Von Etienne Schätzmüller
Wer kennt das nicht? Da geht kurz vor der Schule noch eben eine Nachricht auf Facebook, WhatsApp, Instagram oder irgendeinem anderen Social Network ein. Schnell wird noch geantwortet und dann ab ins Gebäude. Das vibrieren des Handys zeigt, dass schon die Antwort da ist. Eben noch nachsehen? Nein, da kommt Herr Weitz. Welch ein Schreck! Wie soll man seinen Eltern erklären, dass sie nachmittags nochmal in die Schule kommen müssen, um das Handy abzuholen. Und wie soll man einen ganzen Vormittag ohne Handy überleben? Das haben die Menschen früher auch nicht geschafft.
Die aktuelle Handyregelung der Dieter-Forte-Gesamtschule ist ein Kompromiss, den niemand so richtig versteht und mit dem niemand so richtig zufrieden ist. Wer durfte gleich nochmal wo das Handy herausholen?
Die Antwort sollte einfach sein: die Schülerinnen und Schüler gar nicht.
„Wie konservativ und unzeitgemäß!“, werden manche jetzt rufen. Aber Schule sollte ein Raum sein in dem sich Menschen, Schülerinnen und Schüler, Lehrerinnen und Lehrer, von Angesicht zu Angesicht begegnen, face-to-face wie es zu Neustdeutsch mittlerweile heißt. Zu einem gelungenen sozialen Miteinander gehört mehr als ein paar Emojis zu verteilen, ein paar Mal „Like“ zu klicken und sich bequem in der Anonymität des Internets einzurichten. Denn diese Anonymität befördert Hassbotschaften. Emojis können das Original, also das menschliche Gesicht, nicht ersetzen.

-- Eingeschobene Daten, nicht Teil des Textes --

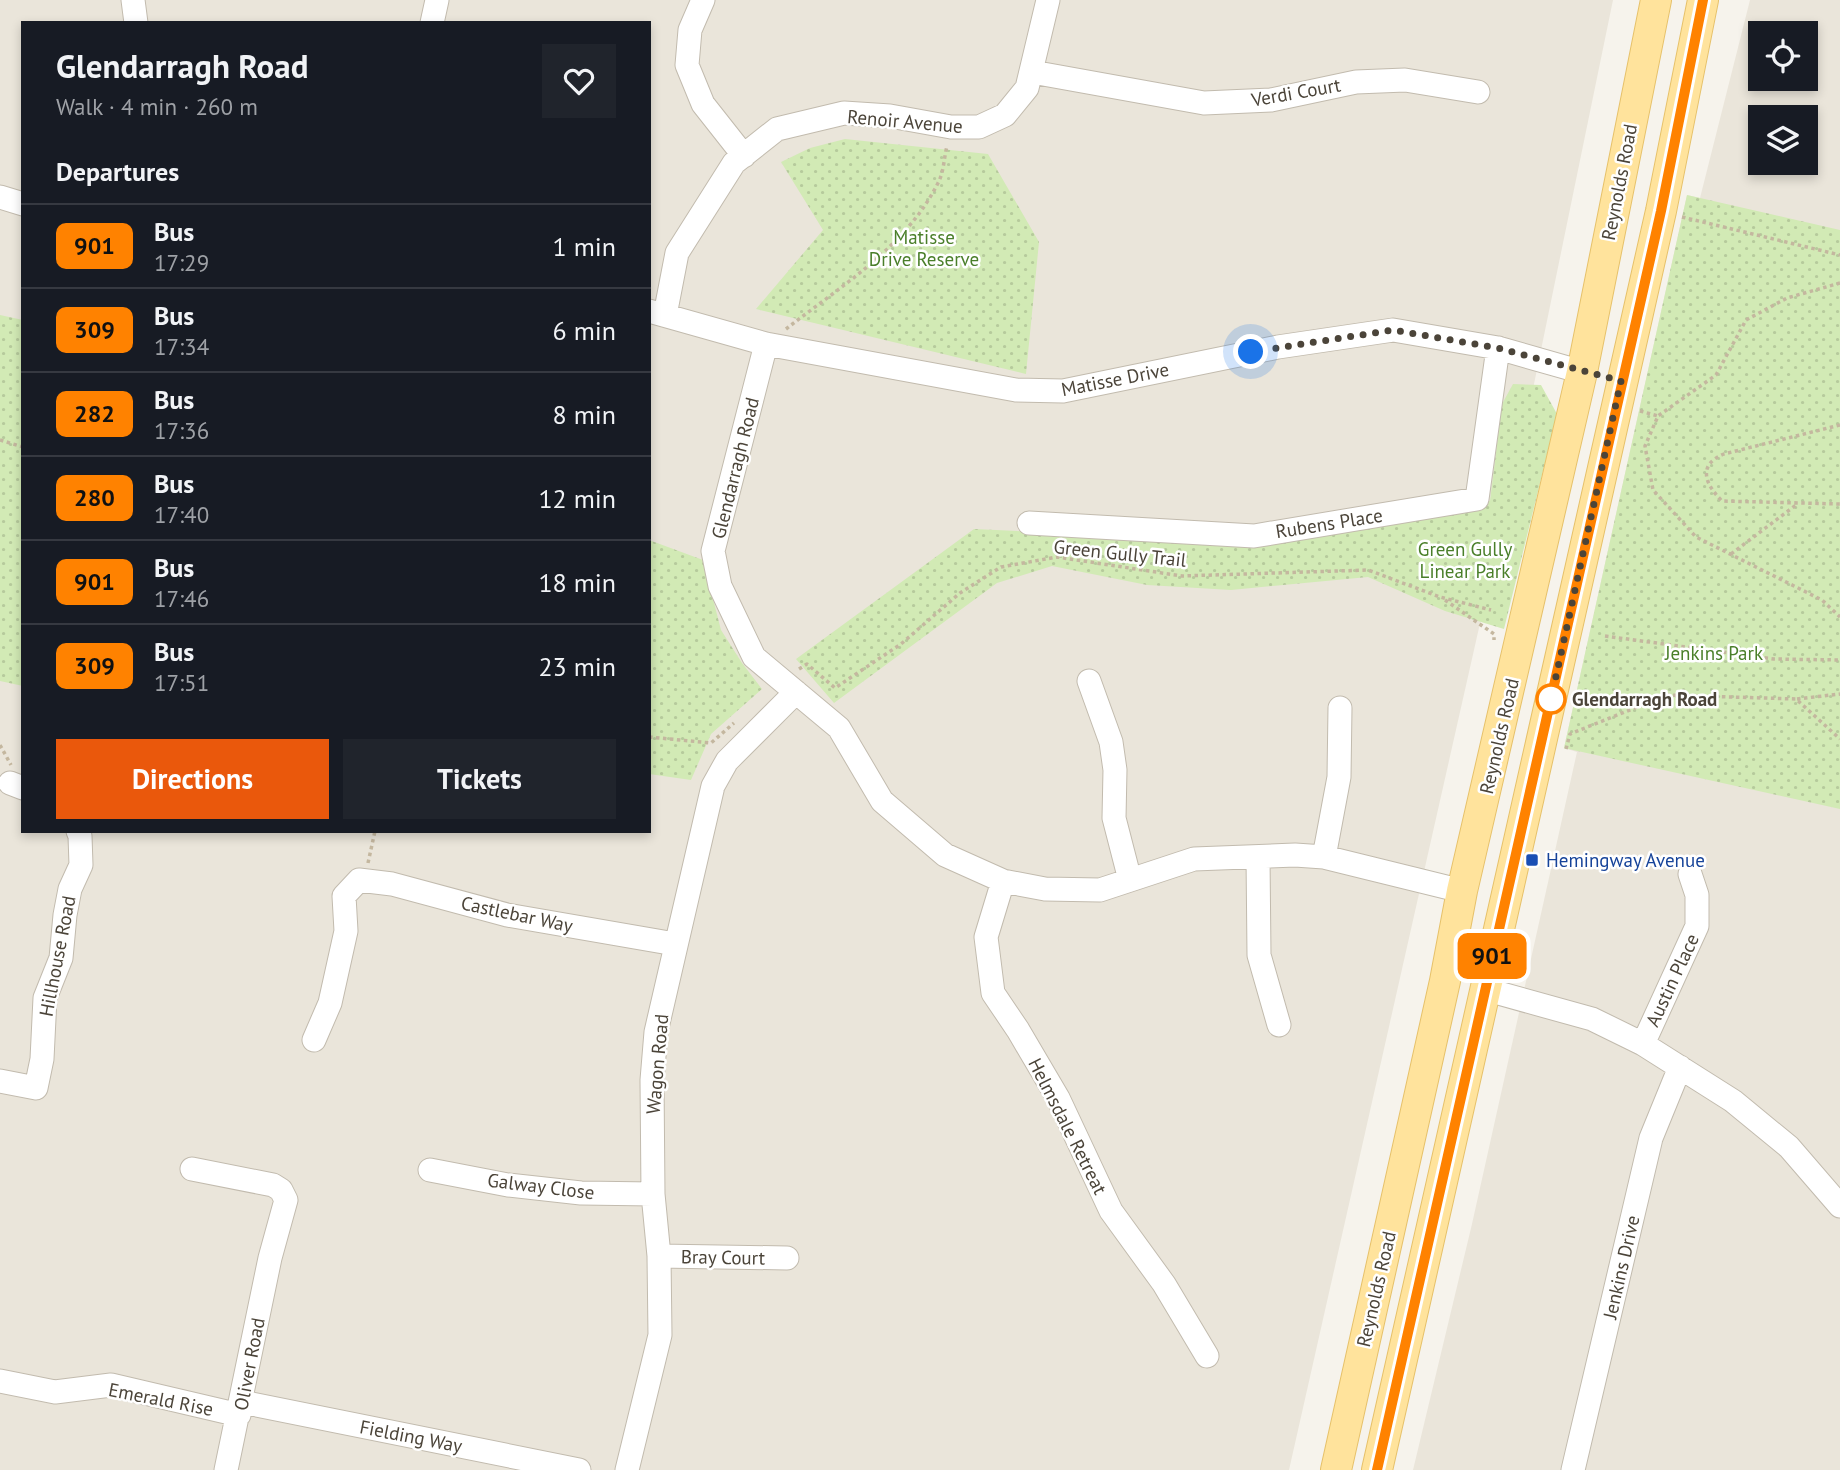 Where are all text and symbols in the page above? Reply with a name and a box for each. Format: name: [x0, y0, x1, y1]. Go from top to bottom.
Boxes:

Mimik und Gestik eines Menschen offenbaren seine Individualität, mit ein paar Smileys versinken wir im Einheitsbrei, da hilft es auch nicht, dass mittlerweile jede Chatplattform ein paar hundert oder tausend anbietet. Ein „Like“ kann ein ernstgemeintes, aufrichtiges Lob nicht ersetzen. „Likes“ werden in Quantität gemessen, man muss schon tausend haben, um sich gut zu fühlen. Ein ehrliches Lob, das sich auch noch wirklich auf meineAussage bezieht, reicht. Hier siegt also die Qualität.

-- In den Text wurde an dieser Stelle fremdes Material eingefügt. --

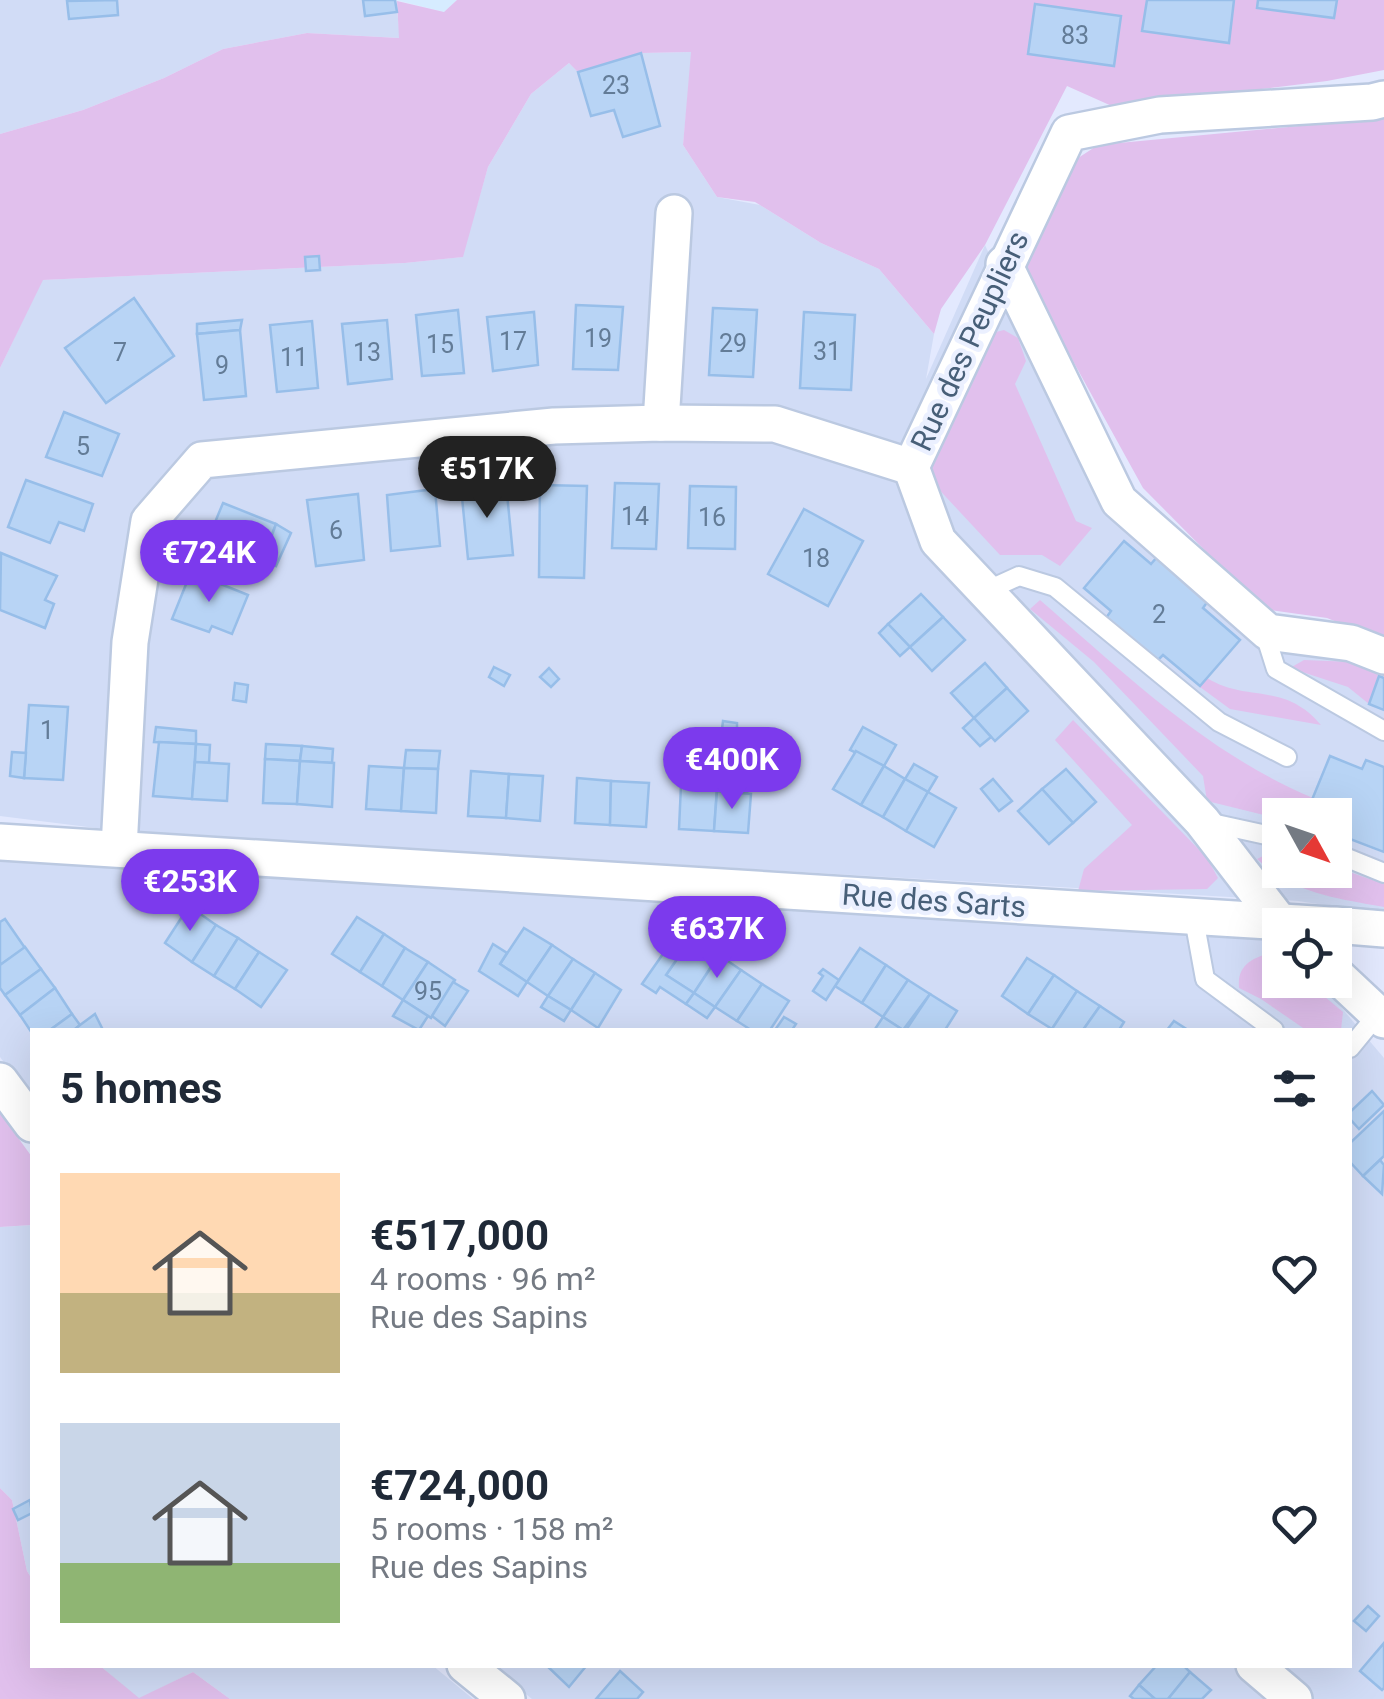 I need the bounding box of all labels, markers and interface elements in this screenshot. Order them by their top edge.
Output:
house number: 83 [1061,21,1089,50]
house number: 23 [602,71,630,100]
street label: Rue des Peupliers [903,225,1036,456]
house number: 19 [584,324,612,353]
house number: 17 [499,327,527,356]
house number: 29 [719,329,747,358]
house number: 15 [426,330,454,359]
house number: 31 [813,337,841,366]
house number: 7 [113,338,127,367]
house number: 13 [353,338,381,367]
house number: 11 [280,343,308,372]
house number: 9 [215,351,229,380]
house number: 5 [76,432,90,461]
pin: €517K [417,436,557,521]
text: €517K [440,449,534,487]
house number: 14 [621,502,649,531]
house number: 16 [698,503,726,532]
house number: 6 [329,516,343,545]
pin: €724K [139,520,279,605]
text: €724K [162,533,256,571]
house number: 18 [802,544,830,573]
house number: 2 [1152,600,1166,629]
house number: 1 [40,716,54,745]
pin: €400K [662,727,802,812]
text: €400K [685,740,779,778]
north arrow [1262,798,1352,888]
map controls [1262,798,1352,998]
pin: €253K [120,849,260,934]
text: €253K [143,862,237,900]
street label: Rue des Sarts [841,877,1027,924]
pin: €637K [647,896,787,981]
button: locate [1262,908,1352,998]
text: €637K [670,909,764,947]
house number: 95 [414,977,442,1006]
icon: filters [1267,1061,1322,1116]
text: 5 homes [60,1064,222,1113]
text: €517,000 [370,1211,549,1260]
icon: home [140,1213,260,1333]
icon: heart [1267,1246,1322,1301]
text: 4 rooms · 96 m² [370,1260,595,1298]
text: Rue des Sapins [370,1298,588,1336]
text: €724,000 [370,1461,549,1510]
icon: home [140,1463,260,1583]
icon: heart [1267,1496,1322,1551]
text: 5 rooms · 158 m² [370,1510,613,1548]
text: Rue des Sapins [370,1548,588,1586]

„Aber wir müssen doch mit der Zeit gehen!“, wird häufig eingewendet. Richtig ist, dass die Schule die Schülerinnen und Schüler auf ihr Leben vorbereiten muss. Ein verantwortungsbewusster Medienumgang gehört heutzutage einfach dazu. Diese Tatsache stellt niemand in Frage. Aber diesen Umgang lernt ein junger Mensch nicht, indem er ohne Unterstützung und schutzlos in ein potenzielles Haifischbecken geworfen wird, in dem die Haie „Mobbing“, „Fake News“ und „Extremismus“ auf frisches Blut warten. Workshops zur Internetsicherheit und eine stärkere Präsenz der Medien Scouts helfen hier viel mehr, nicht der ungezügelte Handykonsum während der Schulzeit.
Außerdem belegen Studien, dass ein hoher Konsum von Bildschirmmedien und sozialen Netzwerken zu Unkonzentriertheit führt (z.B. Spitzer: Digitale Demenz). Wenn während des Unterrichts oder auch kurz davor eine Nachricht eingeht, sind die Gedanken „im Netz“ und nicht im Unterricht. Wenn in jeder (vermeintlich) freien Minute ein Handyspiel gezockt wird, werden Jugendliche süchtig und nicht gebildet. Wenn das digitale Leben wichtiger wird als das reale, bleiben die Menschen auf der Strecke.
Eine Schülerin aus Hagen hat, wie in der Westfalen Post zu lesen war, einmal eine Woche auf das Handy verzichtet. Sie lebt noch und berichtete, dass sie mehr Zeit mit ihrer Familie und Freunden verbracht hat.
Wenn das Handy ausgeschaltet bleibt, gewinnen die Schülerinnen und Schüler Freiheit; die Freiheit nicht ständig auf den Bildschirm gucken zu müssen, die Freiheit sich dem Hier und Jetzt zu widmen. Deshalb sollte ein generelles Handyverbot in der Schule gelten. Wir alle werden es überleben.